-- Given records follows --
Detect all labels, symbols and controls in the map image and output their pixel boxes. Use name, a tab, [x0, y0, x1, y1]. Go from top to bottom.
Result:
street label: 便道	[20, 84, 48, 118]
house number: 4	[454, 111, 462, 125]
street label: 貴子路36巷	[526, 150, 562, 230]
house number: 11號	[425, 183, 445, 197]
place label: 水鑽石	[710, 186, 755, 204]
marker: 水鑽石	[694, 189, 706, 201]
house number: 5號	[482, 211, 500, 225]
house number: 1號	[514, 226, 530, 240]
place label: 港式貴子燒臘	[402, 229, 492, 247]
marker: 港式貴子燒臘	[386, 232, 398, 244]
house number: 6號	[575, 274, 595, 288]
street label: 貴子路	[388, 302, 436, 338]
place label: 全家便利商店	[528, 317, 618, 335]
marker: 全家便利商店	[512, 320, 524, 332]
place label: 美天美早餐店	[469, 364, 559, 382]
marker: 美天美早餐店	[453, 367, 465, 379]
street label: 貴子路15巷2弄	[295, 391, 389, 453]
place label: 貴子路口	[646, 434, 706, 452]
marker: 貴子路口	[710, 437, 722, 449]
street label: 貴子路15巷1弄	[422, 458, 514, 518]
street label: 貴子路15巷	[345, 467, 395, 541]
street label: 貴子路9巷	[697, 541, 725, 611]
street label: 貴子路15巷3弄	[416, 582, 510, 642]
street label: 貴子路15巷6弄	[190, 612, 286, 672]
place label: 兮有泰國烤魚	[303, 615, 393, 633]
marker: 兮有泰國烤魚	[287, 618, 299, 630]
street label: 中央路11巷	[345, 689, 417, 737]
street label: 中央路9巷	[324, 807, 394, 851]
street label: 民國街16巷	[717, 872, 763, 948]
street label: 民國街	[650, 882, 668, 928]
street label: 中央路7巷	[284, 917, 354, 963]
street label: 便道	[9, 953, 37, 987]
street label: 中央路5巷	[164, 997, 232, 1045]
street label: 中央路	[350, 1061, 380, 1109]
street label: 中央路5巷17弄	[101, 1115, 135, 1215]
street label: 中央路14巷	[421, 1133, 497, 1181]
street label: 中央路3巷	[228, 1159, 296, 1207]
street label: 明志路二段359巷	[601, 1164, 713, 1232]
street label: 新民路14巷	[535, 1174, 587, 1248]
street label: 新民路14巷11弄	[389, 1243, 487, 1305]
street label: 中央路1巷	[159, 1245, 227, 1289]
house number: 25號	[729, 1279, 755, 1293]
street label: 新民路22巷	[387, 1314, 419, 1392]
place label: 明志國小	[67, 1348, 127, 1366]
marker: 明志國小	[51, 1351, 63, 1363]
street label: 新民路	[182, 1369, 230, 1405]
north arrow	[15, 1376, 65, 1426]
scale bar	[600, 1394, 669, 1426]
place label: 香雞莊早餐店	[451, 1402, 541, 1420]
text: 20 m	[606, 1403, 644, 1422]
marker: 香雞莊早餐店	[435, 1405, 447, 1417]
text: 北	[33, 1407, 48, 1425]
-- Given records concluded --
= Aim of the task =
Please retype all of the lines above exactly as they stand.

= Solved exercise =
Detect all labels, symbols and controls in the map image and output their pixel boxes. Use name, a tab, [x0, y0, x1, y1]. Go from top to bottom.
Result:
street label: 便道	[20, 84, 48, 118]
house number: 4	[454, 111, 462, 125]
street label: 貴子路36巷	[526, 150, 562, 230]
house number: 11號	[425, 183, 445, 197]
place label: 水鑽石	[710, 186, 755, 204]
marker: 水鑽石	[694, 189, 706, 201]
house number: 5號	[482, 211, 500, 225]
house number: 1號	[514, 226, 530, 240]
place label: 港式貴子燒臘	[402, 229, 492, 247]
marker: 港式貴子燒臘	[386, 232, 398, 244]
house number: 6號	[575, 274, 595, 288]
street label: 貴子路	[388, 302, 436, 338]
place label: 全家便利商店	[528, 317, 618, 335]
marker: 全家便利商店	[512, 320, 524, 332]
place label: 美天美早餐店	[469, 364, 559, 382]
marker: 美天美早餐店	[453, 367, 465, 379]
street label: 貴子路15巷2弄	[295, 391, 389, 453]
place label: 貴子路口	[646, 434, 706, 452]
marker: 貴子路口	[710, 437, 722, 449]
street label: 貴子路15巷1弄	[422, 458, 514, 518]
street label: 貴子路15巷	[345, 467, 395, 541]
street label: 貴子路9巷	[697, 541, 725, 611]
street label: 貴子路15巷3弄	[416, 582, 510, 642]
street label: 貴子路15巷6弄	[190, 612, 286, 672]
place label: 兮有泰國烤魚	[303, 615, 393, 633]
marker: 兮有泰國烤魚	[287, 618, 299, 630]
street label: 中央路11巷	[345, 689, 417, 737]
street label: 中央路9巷	[324, 807, 394, 851]
street label: 民國街16巷	[717, 872, 763, 948]
street label: 民國街	[650, 882, 668, 928]
street label: 中央路7巷	[284, 917, 354, 963]
street label: 便道	[9, 953, 37, 987]
street label: 中央路5巷	[164, 997, 232, 1045]
street label: 中央路	[350, 1061, 380, 1109]
street label: 中央路5巷17弄	[101, 1115, 135, 1215]
street label: 中央路14巷	[421, 1133, 497, 1181]
street label: 中央路3巷	[228, 1159, 296, 1207]
street label: 明志路二段359巷	[601, 1164, 713, 1232]
street label: 新民路14巷	[535, 1174, 587, 1248]
street label: 新民路14巷11弄	[389, 1243, 487, 1305]
street label: 中央路1巷	[159, 1245, 227, 1289]
house number: 25號	[729, 1279, 755, 1293]
street label: 新民路22巷	[387, 1314, 419, 1392]
place label: 明志國小	[67, 1348, 127, 1366]
marker: 明志國小	[51, 1351, 63, 1363]
street label: 新民路	[182, 1369, 230, 1405]
north arrow	[15, 1376, 65, 1426]
scale bar	[600, 1394, 669, 1426]
place label: 香雞莊早餐店	[451, 1402, 541, 1420]
text: 20 m	[606, 1403, 644, 1422]
marker: 香雞莊早餐店	[435, 1405, 447, 1417]
text: 北	[33, 1407, 48, 1425]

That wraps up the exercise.